DATA LISTING START

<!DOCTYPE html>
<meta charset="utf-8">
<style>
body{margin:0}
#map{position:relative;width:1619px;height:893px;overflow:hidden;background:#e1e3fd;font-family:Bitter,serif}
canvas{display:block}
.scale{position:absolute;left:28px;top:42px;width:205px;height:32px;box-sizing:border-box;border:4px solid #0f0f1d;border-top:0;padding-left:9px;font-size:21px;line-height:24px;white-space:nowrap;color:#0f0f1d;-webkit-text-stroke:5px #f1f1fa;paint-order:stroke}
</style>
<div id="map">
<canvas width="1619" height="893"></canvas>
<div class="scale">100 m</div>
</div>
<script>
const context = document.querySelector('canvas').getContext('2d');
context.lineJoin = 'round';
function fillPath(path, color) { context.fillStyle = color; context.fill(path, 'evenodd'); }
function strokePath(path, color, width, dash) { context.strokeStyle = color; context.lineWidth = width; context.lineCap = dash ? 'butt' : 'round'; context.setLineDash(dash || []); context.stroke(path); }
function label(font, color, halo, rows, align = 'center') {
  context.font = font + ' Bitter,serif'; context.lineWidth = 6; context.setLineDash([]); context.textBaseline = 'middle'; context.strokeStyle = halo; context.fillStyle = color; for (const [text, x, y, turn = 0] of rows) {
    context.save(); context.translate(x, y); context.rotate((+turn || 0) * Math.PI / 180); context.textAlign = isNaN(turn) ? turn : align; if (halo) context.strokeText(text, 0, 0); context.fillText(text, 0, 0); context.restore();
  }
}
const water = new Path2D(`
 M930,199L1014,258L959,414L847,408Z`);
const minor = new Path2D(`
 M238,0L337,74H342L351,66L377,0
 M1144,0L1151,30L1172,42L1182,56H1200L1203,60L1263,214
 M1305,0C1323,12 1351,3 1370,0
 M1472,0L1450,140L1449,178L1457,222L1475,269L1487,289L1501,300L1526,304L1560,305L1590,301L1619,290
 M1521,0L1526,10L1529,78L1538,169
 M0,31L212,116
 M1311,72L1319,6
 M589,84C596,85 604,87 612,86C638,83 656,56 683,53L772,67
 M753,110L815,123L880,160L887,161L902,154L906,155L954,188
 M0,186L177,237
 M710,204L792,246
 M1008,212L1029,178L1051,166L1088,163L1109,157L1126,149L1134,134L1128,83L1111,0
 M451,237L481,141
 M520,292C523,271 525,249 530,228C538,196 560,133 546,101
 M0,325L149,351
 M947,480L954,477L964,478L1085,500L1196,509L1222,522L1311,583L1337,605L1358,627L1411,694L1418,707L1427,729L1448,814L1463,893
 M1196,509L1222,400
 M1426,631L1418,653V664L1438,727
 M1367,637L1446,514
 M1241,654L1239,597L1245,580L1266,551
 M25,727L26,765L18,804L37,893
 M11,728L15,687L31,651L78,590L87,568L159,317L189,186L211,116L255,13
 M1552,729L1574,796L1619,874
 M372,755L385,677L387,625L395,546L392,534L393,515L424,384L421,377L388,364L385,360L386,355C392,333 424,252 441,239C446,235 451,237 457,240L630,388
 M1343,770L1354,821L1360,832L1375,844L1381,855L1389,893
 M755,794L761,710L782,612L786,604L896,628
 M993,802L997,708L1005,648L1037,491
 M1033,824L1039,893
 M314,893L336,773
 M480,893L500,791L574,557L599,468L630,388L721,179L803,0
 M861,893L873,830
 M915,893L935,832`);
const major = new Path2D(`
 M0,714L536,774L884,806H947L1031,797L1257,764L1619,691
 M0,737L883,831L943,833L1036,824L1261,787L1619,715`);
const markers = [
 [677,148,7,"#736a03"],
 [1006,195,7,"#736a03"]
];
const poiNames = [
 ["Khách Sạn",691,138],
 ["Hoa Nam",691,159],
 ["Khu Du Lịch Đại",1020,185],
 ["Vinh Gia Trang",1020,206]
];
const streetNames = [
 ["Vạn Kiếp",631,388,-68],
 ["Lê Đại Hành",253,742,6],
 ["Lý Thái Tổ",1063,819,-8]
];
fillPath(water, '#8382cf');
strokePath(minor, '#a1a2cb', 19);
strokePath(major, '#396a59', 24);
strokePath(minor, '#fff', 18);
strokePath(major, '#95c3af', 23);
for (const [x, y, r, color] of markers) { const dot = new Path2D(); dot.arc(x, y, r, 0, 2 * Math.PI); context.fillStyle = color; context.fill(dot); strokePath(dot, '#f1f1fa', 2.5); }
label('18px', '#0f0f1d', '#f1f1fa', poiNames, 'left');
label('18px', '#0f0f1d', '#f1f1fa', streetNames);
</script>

DATA LISTING END
DATA LISTING START

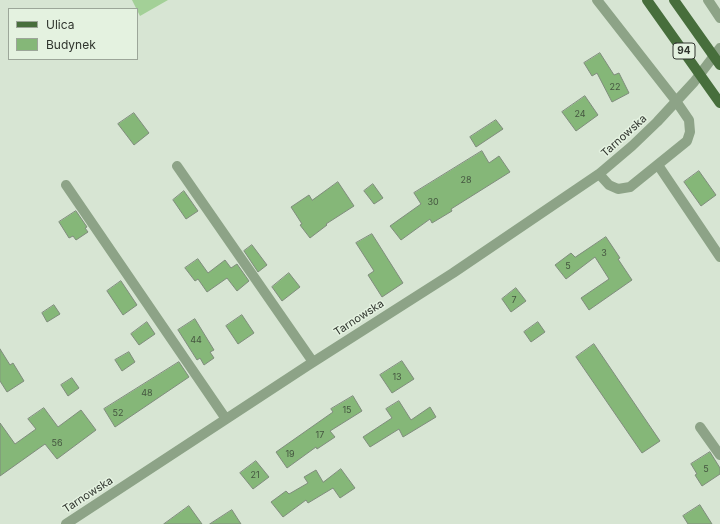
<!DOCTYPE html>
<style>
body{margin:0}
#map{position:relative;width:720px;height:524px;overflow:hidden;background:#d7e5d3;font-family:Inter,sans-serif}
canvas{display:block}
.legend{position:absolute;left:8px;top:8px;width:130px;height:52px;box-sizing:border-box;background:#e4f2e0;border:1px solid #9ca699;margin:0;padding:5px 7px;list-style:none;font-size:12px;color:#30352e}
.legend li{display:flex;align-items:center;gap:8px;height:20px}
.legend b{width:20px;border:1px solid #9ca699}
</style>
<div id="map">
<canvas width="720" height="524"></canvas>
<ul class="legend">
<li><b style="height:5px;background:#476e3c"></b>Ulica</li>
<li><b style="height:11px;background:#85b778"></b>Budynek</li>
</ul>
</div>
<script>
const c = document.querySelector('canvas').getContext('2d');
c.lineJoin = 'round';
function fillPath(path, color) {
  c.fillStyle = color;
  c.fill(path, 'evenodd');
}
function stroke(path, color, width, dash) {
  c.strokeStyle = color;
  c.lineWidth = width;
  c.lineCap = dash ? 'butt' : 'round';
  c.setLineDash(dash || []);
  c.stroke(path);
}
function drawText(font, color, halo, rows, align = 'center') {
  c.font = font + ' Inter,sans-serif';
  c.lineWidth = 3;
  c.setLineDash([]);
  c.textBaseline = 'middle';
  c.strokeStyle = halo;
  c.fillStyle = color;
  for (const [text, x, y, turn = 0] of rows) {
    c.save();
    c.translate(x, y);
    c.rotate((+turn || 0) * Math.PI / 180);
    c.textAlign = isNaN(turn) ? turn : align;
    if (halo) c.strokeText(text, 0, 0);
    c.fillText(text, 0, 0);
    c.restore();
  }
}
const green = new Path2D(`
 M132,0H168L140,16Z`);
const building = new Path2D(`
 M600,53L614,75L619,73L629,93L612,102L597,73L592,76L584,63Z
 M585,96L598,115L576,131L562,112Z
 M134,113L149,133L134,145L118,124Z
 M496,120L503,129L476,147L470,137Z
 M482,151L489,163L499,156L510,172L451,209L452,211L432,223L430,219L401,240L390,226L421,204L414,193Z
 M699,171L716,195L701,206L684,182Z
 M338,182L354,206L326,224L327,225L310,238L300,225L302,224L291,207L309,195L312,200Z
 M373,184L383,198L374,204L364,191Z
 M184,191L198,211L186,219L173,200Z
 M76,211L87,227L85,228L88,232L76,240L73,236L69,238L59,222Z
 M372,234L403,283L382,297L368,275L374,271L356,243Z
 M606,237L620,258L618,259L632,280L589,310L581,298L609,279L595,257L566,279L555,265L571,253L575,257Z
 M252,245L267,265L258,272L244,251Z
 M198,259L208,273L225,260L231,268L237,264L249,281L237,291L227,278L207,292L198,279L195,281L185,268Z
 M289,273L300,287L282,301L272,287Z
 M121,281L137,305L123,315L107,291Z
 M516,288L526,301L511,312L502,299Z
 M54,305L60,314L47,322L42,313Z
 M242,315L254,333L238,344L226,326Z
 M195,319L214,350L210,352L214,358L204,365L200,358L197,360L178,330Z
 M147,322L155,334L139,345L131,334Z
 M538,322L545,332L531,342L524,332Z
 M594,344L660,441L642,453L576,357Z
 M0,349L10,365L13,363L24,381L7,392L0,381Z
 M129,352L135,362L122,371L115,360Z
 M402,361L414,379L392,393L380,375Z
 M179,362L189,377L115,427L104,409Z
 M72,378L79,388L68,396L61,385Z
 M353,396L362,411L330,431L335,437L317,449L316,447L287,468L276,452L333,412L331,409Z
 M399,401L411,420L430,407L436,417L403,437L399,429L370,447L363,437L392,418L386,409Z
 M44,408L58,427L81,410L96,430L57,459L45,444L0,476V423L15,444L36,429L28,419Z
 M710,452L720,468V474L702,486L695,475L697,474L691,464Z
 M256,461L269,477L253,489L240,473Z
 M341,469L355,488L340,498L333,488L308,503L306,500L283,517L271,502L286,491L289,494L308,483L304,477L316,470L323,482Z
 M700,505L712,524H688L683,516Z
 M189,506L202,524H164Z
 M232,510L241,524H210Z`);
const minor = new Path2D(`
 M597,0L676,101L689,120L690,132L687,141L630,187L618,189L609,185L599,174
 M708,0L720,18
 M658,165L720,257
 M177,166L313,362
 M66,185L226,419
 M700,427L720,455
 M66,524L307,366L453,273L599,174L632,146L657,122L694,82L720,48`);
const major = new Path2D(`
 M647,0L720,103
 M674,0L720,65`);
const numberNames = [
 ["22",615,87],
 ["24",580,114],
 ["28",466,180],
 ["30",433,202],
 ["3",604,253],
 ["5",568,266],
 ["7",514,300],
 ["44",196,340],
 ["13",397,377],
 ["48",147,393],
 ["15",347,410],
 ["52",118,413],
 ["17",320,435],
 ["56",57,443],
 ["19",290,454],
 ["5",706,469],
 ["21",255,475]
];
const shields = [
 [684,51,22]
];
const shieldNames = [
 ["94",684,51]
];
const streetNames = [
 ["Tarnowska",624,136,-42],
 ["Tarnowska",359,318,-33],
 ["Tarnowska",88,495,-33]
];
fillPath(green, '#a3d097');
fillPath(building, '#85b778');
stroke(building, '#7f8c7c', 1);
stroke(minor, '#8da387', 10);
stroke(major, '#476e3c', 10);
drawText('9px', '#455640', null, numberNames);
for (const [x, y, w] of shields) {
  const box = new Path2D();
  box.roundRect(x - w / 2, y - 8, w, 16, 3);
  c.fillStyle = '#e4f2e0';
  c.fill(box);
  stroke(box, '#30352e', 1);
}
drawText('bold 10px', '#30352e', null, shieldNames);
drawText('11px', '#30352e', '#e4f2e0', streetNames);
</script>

DATA LISTING END

This task calls for each line of the material that contains "scale".

.scale{position:absolute;left:28px;top:42px;width:205px;height:32px;box-sizing:border-box;border:4px solid #0f0f1d;border-top:0;padding-left:9px;font-size:21px;line-height:24px;white-space:nowrap;color:#0f0f1d;-webkit-text-stroke:5px #f1f1fa;paint-order:stroke}
<div class="scale">100 m</div>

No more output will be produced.